__Your goal__.
What lines below contain the string "controls"? List them all.

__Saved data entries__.
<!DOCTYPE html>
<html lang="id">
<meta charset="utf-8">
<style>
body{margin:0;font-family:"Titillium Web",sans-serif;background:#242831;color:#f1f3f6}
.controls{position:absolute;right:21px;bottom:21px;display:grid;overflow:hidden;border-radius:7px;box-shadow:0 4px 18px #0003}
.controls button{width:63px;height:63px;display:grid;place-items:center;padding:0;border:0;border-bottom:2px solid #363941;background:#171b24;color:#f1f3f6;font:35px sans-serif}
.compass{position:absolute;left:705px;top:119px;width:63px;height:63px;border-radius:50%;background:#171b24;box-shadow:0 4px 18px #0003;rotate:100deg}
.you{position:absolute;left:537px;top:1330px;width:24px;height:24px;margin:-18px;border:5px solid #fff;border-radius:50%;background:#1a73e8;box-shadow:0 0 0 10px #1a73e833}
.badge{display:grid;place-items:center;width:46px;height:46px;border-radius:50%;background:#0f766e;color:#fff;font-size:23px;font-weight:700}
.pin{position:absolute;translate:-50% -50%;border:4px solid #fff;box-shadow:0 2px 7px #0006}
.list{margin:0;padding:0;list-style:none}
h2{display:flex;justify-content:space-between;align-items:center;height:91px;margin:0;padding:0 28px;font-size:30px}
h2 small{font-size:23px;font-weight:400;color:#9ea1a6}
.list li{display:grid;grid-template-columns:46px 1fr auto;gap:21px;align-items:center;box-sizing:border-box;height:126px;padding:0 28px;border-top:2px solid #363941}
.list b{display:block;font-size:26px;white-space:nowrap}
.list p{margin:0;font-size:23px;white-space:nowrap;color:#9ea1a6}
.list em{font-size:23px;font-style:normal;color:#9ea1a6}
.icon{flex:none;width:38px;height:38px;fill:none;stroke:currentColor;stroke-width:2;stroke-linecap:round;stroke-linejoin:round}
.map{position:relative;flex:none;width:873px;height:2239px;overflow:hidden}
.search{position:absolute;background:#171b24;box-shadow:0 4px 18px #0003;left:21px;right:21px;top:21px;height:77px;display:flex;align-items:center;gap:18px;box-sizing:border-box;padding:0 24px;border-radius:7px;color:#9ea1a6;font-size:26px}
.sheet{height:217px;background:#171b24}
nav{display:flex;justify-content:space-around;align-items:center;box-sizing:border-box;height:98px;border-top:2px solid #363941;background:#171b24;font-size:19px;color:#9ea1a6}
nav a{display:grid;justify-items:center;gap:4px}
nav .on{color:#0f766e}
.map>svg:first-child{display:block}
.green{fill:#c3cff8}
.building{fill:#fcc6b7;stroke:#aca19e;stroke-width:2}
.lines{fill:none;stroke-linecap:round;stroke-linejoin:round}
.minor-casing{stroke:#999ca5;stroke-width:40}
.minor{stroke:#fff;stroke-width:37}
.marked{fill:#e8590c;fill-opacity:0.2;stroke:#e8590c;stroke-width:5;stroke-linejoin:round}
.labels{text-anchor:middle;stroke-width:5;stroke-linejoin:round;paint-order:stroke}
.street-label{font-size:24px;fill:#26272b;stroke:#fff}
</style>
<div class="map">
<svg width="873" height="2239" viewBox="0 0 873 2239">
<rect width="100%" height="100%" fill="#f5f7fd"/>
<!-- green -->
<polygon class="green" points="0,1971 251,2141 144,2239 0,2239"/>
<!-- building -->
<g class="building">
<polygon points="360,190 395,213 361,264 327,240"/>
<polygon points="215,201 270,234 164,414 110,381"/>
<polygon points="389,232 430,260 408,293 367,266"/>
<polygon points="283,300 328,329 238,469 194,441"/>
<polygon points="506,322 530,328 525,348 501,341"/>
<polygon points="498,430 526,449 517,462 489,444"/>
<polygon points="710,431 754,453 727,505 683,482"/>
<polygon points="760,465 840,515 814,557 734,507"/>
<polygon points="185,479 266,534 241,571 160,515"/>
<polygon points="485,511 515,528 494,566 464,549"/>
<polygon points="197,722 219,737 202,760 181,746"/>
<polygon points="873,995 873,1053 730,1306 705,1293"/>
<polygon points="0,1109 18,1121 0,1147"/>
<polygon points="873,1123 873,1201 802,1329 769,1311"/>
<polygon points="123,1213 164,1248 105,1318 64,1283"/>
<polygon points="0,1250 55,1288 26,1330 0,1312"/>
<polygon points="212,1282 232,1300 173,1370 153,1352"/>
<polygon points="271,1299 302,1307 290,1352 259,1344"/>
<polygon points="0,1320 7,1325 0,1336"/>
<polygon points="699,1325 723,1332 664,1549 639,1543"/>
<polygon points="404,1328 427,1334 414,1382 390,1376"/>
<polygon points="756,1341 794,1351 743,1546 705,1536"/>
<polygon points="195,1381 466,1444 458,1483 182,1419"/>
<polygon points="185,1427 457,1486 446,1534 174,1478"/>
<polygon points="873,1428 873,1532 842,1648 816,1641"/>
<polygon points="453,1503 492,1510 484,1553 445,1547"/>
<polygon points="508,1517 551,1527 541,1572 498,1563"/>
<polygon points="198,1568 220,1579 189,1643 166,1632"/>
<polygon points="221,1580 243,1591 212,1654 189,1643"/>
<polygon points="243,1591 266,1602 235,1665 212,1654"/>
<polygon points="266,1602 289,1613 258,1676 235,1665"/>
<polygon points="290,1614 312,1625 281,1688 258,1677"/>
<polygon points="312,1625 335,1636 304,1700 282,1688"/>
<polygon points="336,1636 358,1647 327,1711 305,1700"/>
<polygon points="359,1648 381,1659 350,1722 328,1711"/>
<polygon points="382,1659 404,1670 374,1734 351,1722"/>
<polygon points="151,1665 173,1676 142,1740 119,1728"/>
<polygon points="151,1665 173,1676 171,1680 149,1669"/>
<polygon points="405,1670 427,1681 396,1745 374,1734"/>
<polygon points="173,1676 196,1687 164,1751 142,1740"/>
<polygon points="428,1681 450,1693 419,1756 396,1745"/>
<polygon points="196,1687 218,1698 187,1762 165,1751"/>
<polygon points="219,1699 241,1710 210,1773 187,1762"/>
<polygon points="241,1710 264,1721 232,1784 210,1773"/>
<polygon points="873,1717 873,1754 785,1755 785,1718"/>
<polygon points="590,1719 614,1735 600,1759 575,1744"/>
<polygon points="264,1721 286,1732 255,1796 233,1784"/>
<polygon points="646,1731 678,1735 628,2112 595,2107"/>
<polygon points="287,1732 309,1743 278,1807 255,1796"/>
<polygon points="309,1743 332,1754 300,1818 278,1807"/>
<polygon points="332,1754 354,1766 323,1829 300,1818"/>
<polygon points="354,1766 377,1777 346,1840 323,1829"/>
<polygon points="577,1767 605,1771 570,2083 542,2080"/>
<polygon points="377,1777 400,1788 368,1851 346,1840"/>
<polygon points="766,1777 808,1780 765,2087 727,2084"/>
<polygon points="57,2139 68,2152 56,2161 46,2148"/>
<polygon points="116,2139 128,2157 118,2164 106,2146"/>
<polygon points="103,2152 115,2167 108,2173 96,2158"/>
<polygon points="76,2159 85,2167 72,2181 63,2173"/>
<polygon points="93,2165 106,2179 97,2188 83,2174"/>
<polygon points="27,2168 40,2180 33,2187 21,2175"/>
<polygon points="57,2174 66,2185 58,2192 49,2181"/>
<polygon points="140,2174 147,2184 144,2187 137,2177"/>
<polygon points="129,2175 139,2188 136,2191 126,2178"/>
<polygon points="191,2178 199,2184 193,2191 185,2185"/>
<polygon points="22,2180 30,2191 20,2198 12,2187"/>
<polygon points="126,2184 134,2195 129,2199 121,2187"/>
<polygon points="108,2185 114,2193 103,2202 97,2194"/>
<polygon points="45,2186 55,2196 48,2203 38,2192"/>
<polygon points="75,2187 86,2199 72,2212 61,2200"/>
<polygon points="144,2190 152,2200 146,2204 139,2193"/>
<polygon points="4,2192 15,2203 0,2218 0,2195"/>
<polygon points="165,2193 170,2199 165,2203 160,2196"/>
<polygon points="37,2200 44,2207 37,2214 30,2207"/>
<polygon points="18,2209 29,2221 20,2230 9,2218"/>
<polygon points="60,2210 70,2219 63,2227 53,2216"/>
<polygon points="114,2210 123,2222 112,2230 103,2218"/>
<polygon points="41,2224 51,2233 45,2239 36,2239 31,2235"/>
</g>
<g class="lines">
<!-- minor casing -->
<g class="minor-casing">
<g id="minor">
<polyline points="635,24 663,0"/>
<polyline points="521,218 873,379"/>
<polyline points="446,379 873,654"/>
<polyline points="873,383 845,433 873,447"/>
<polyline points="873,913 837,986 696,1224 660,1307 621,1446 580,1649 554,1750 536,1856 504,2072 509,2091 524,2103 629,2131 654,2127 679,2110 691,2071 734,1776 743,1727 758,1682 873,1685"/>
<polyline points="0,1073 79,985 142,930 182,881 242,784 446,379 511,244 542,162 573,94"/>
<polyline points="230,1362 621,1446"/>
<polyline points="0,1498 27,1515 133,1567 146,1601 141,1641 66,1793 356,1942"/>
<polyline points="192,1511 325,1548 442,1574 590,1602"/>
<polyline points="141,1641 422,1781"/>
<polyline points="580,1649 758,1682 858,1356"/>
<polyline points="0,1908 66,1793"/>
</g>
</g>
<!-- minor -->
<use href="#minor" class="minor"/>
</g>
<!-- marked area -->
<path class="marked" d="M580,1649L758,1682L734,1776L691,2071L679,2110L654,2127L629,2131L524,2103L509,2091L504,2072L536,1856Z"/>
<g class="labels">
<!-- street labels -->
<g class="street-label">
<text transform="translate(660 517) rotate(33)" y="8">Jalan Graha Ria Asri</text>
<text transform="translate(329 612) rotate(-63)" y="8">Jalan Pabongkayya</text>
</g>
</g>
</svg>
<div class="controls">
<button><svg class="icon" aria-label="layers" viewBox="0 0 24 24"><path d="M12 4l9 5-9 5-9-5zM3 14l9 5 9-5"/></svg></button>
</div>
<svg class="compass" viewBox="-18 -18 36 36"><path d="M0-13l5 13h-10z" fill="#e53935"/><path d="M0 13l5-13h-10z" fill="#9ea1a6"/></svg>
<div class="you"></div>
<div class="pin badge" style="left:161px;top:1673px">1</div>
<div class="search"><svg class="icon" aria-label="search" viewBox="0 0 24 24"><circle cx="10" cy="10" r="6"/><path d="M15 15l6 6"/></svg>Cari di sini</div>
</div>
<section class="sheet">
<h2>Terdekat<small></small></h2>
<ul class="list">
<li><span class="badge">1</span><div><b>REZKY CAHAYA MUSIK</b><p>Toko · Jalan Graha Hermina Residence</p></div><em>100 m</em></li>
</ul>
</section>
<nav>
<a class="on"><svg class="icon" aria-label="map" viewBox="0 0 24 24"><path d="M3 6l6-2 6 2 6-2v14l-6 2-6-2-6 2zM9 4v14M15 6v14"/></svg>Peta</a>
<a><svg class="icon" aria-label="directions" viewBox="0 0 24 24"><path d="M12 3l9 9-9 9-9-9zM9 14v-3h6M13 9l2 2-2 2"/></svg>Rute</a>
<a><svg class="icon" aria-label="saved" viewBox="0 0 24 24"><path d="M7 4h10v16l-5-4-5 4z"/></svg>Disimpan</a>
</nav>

__Written answer__.
.controls{position:absolute;right:21px;bottom:21px;display:grid;overflow:hidden;border-radius:7px;box-shadow:0 4px 18px #0003}
.controls button{width:63px;height:63px;display:grid;place-items:center;padding:0;border:0;border-bottom:2px solid #363941;background:#171b24;color:#f1f3f6;font:35px sans-serif}
<div class="controls">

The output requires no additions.